Dopo l’apertura dei lavori da parte della sindaco Roberta Ciampitiello, hanno relazionato il sociologo Orazio Di Stefano (sulla necessità di fare rete per il contrasto allo spopolamento), l’avvocato Gaetano Di Stefano (sui Decreti flussi e Cutro), il formatore Antonio Melone (sulla formazione come requisito per l’inserimento lavorativo stranieri), l’architetto Aniello Tirelli (sulle opportunità offerte dallo Stato per la rigenerazione urbana), il presidente Agci abitazione Antonio Pulvirenti (sulla cooperazione in ambito abitativo).

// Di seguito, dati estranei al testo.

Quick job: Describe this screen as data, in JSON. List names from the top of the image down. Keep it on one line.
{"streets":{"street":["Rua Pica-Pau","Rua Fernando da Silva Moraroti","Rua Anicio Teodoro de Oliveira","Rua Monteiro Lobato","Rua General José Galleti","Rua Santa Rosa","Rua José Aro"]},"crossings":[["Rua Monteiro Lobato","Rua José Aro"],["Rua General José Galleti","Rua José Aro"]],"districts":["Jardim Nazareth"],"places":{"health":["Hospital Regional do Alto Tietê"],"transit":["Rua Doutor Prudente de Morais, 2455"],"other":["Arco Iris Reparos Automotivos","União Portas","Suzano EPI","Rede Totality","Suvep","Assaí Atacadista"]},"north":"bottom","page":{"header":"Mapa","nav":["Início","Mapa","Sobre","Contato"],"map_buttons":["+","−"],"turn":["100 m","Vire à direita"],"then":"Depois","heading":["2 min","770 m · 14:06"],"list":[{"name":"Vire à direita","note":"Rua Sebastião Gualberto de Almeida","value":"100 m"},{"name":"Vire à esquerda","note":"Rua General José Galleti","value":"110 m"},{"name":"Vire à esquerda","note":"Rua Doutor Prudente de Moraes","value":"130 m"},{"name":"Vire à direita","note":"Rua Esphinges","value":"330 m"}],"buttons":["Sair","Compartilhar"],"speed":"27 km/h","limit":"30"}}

Sono intervenuti i sindaci di Torella del Sannio e San Martino in Pensilis, Comuni presso i quali sarà insediato lo sportello per l’inserimento lavorativo. Ha preso la parola anche il parroco Don Pietro Monaco che a breve sarà a San Paolo del Brasile, tra persone che per uscire dalla povertà avranno bisogno di formazione in loco e di lavoro in Italia.

I lavori sono stati chiusi dal vice presidente di Agci Abruzzo e Molise, Agostino De Fenza, il quale ha confermato la disponibilità della Associazione generale delle cooperative italiane di sostenere la battaglia esistenziale per la sopravvivenza delle aree interne.
Tale battaglia endogena – ricordiamolo tutti – è strutturata sulla formazione e l’assunzione di lavoratori stranieri disposti a trasferirsi in Italia «per fare lavori di cui abbiamo bisogno, perché i nostri figli non li vogliono più fare» commentano gli organizzatori.